Friday 20 March 2020

A chapter that goes off at a tangent


My name is Alison Carter, and I would like to make one thing clear: I am not a witch. There are no such things. I was not a witch in 1621 and I am not one now. And let us firmly establish something else. The reason my friends and I were not convicted of witchcraft was that there was insufficient evidence against us, despite the wild allegations that the Poet made.

Let us get another thing clear, I am not actually related to Virginia, or her mother, Audrey. A distant relative of theirs shared my surname, he lived in the next valley, but we were not kin.

I don’t know why my spirit still walks abroad all these centuries later. I certainly do not wish it. I suspect that some of the women who were put to death, later, resented my having escaped that fate, and cursed me. But I do not know this. Perhaps the Poet arranged it. I do not believe in curses. I don’t really believe in spirits and yet here I am.

That first time Virginia’s mother called on me to help, I was interested to make her acquaintance. My friends and I wanted to see who it was that had taken on the house. It had been uninhabited for so long and was bleak and cold and unloved and even to a woman of my day it was a dreadful place to take on with a baby and another on the way. We thought the woman was a bit touched in the head.

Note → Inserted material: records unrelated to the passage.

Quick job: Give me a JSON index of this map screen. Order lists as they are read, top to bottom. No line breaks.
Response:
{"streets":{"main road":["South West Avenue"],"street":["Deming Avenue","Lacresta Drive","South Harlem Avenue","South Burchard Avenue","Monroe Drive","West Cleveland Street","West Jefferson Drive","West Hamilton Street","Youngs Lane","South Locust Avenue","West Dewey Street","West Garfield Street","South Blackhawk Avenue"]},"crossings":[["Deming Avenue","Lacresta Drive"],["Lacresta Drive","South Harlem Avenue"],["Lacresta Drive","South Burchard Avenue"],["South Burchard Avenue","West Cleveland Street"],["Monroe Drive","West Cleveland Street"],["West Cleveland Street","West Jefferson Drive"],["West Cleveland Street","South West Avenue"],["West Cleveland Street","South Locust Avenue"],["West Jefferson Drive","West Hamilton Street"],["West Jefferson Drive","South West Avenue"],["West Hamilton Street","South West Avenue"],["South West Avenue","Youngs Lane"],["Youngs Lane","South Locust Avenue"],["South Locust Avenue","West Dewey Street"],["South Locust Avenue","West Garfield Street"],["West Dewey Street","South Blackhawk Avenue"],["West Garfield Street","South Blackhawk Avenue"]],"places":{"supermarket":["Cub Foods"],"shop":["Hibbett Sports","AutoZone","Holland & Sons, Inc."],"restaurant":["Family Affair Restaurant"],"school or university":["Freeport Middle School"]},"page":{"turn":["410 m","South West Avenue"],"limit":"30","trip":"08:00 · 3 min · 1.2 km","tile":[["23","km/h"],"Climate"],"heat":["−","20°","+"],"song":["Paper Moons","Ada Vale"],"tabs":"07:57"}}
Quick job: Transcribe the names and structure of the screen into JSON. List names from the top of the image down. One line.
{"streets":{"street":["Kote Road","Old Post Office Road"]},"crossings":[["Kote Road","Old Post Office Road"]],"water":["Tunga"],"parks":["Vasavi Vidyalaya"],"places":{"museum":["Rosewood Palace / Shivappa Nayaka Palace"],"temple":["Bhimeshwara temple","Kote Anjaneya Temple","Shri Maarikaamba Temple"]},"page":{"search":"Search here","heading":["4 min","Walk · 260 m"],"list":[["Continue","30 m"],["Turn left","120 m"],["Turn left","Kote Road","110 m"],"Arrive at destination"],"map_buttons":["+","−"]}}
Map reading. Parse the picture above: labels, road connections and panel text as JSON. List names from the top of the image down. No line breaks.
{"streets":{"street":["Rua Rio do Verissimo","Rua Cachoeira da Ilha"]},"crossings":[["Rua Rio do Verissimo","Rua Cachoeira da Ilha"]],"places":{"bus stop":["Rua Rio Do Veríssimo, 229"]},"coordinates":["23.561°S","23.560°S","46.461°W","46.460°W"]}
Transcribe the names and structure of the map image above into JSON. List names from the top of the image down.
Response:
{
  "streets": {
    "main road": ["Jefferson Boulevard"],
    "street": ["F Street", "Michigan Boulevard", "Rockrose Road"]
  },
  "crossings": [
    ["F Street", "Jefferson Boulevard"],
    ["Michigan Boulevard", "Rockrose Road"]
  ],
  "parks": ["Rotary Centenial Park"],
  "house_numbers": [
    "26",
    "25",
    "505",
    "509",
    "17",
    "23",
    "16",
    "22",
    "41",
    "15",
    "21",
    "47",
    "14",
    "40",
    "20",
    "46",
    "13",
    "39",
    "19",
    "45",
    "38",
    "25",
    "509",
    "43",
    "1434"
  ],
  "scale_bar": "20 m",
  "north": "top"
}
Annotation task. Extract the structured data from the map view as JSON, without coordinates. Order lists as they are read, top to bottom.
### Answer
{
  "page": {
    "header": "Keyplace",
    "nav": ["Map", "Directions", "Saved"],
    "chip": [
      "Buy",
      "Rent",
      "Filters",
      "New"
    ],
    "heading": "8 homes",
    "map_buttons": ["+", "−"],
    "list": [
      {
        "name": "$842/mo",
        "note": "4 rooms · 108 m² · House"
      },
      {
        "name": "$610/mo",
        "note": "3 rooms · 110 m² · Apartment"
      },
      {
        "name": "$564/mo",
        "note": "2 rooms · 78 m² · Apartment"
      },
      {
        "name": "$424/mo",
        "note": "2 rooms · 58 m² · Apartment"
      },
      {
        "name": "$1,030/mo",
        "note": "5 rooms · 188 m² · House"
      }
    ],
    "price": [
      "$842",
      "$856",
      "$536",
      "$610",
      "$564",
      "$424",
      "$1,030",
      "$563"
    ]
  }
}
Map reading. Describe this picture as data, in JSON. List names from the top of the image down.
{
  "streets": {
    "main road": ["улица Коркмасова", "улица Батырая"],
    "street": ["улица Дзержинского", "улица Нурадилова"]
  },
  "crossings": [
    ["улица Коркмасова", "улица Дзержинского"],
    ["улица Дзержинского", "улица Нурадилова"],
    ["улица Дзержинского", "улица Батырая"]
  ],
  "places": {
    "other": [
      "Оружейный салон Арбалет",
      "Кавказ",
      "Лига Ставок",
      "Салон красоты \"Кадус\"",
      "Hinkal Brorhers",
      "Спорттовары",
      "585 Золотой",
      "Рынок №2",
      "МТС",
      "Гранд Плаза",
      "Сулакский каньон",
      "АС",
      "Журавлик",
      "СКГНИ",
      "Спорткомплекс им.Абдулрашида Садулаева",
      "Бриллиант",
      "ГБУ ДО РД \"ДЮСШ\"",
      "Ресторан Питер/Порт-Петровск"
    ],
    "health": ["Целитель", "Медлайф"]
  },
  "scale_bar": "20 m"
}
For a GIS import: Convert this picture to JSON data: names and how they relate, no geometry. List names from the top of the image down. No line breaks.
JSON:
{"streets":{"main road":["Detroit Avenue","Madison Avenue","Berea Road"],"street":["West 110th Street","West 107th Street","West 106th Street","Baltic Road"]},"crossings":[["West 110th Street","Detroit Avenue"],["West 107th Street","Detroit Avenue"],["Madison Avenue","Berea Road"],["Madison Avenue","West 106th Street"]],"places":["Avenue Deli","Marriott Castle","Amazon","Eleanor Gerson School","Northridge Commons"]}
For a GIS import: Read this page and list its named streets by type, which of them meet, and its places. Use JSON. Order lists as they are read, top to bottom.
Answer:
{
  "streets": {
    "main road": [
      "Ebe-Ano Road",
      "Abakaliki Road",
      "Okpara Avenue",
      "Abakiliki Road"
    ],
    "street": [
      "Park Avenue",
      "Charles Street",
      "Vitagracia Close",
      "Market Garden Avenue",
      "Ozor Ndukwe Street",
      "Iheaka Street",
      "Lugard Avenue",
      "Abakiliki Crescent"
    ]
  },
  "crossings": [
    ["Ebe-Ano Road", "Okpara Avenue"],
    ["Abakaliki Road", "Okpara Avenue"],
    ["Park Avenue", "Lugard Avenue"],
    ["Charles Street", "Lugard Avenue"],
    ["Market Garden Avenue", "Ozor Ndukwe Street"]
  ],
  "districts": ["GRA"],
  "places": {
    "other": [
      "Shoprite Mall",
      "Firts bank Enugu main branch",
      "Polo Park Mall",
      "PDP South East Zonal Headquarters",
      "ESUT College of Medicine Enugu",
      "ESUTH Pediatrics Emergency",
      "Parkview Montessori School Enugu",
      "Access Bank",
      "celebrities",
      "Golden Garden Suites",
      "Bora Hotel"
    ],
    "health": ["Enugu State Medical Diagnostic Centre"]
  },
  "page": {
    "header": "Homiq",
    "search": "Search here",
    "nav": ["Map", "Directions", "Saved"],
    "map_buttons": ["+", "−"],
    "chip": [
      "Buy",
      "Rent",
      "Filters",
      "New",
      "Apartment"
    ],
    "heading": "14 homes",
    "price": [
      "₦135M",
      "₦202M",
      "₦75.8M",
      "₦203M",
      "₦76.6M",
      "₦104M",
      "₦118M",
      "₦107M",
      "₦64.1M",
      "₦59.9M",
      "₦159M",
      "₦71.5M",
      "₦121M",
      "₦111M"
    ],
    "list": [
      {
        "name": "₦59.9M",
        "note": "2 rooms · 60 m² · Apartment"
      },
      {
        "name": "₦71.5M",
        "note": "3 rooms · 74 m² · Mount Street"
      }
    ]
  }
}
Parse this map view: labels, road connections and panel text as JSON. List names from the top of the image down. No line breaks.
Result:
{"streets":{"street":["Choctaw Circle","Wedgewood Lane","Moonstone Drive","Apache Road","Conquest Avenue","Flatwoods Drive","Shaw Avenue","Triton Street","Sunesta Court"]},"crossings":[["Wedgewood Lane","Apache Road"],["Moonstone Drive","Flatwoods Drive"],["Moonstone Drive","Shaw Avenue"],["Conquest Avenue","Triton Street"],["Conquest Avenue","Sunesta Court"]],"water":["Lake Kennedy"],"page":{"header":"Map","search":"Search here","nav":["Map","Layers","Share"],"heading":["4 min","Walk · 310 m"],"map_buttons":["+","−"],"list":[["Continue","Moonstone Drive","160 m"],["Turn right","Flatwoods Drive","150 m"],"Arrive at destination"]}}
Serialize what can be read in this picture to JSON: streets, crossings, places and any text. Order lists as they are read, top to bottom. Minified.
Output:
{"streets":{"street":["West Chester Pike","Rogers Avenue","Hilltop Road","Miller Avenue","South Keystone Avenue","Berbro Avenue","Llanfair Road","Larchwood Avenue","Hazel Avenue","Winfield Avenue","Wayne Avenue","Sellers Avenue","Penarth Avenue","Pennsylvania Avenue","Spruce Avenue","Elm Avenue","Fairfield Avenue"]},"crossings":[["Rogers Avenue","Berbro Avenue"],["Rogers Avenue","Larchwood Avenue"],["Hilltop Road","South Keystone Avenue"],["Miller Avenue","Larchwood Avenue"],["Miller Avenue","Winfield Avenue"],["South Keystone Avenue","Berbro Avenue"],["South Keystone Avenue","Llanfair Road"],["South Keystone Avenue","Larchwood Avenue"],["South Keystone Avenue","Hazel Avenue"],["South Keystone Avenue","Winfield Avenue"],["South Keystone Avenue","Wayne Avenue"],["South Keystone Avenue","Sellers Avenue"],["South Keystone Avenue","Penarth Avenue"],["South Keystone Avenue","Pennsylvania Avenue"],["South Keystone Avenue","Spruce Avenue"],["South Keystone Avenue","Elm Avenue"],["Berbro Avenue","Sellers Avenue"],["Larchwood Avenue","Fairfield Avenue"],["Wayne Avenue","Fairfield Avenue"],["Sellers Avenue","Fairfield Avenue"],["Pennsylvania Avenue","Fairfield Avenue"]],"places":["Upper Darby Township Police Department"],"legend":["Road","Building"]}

She had lived in comfort most of her life, with modern things and warmth and light. Women such as my friends and I had no time for this sort of madness. But the silly thing was pregnant, and she wanted our help and she summoned us, so we turned up.

But that was it. We have no more power to cause harm, now, than we had in life. We were Christened, we knew our Catechism, we were religious, we feared God and knew it was our job to fight the Devil.

That first chap who died, the one Audrey had taken such an exception to, he just died, when we turned up. That is all we did, turned up in his house and he dropped dead. Audrey asked us to pay him a visit, she wanted us to frighten him, but as it was, we didn’t need to. We didn’t do anything frightening, we just appeared, and his heart gave out.

After that we decided we’d not be involved any further. Whatever else happened was just nature taking its course. The dreams were just dreams, or trances brought about by some malady of the mind. who knows what the curses were, probably just coincidence? The daughter, the one Audrey was expecting when she took on the house seemed a bit touched, like her mother, in some ways, but with her father’s strange imagination too. She was also rather like the Poet’s mad daughters, the ones we were accused of bewitching. We sometimes met her in the woods, when she was out picking up sticks for the fire with Audrey, or walking home from school, or just out roaming about. She seemed to think she saw the Poet sometimes too, in dreams, perhaps she did. He was odd and it wouldn’t surprise me if he was still lurking about somewhere, making mischief.

One thing that did occur to me was that The Artist, Audrey’s husband, was very good at making similitudes. He painted portraits and he sculpted heads and shoulders. He did not do so out of any diabolical wish, I think, but nevertheless he had that ancient skill. And who knows what other spirits hung about Kineburn causing mischief with those works?

The Poet, being also a translator, had written in his accusation that the making of similitudes in wax was an ancient habit, described by the Greeks and Romans. And he had accused my friends and I of making such things, and of making pictures of his daughters and of pricking them about the heart or head to cause the strange malady they suffered. Perhaps something similar occurred, up in the artist’s garrets, where his work was left to fend for itself, up on the trestle tables, under the Kingpost trusses and beams and beneath the hundreds of bats that were used to roost there. And who is it that might appear in shape like a bat and hide among the real ones up there, in the dark? Him who once had taken the form of a serpent?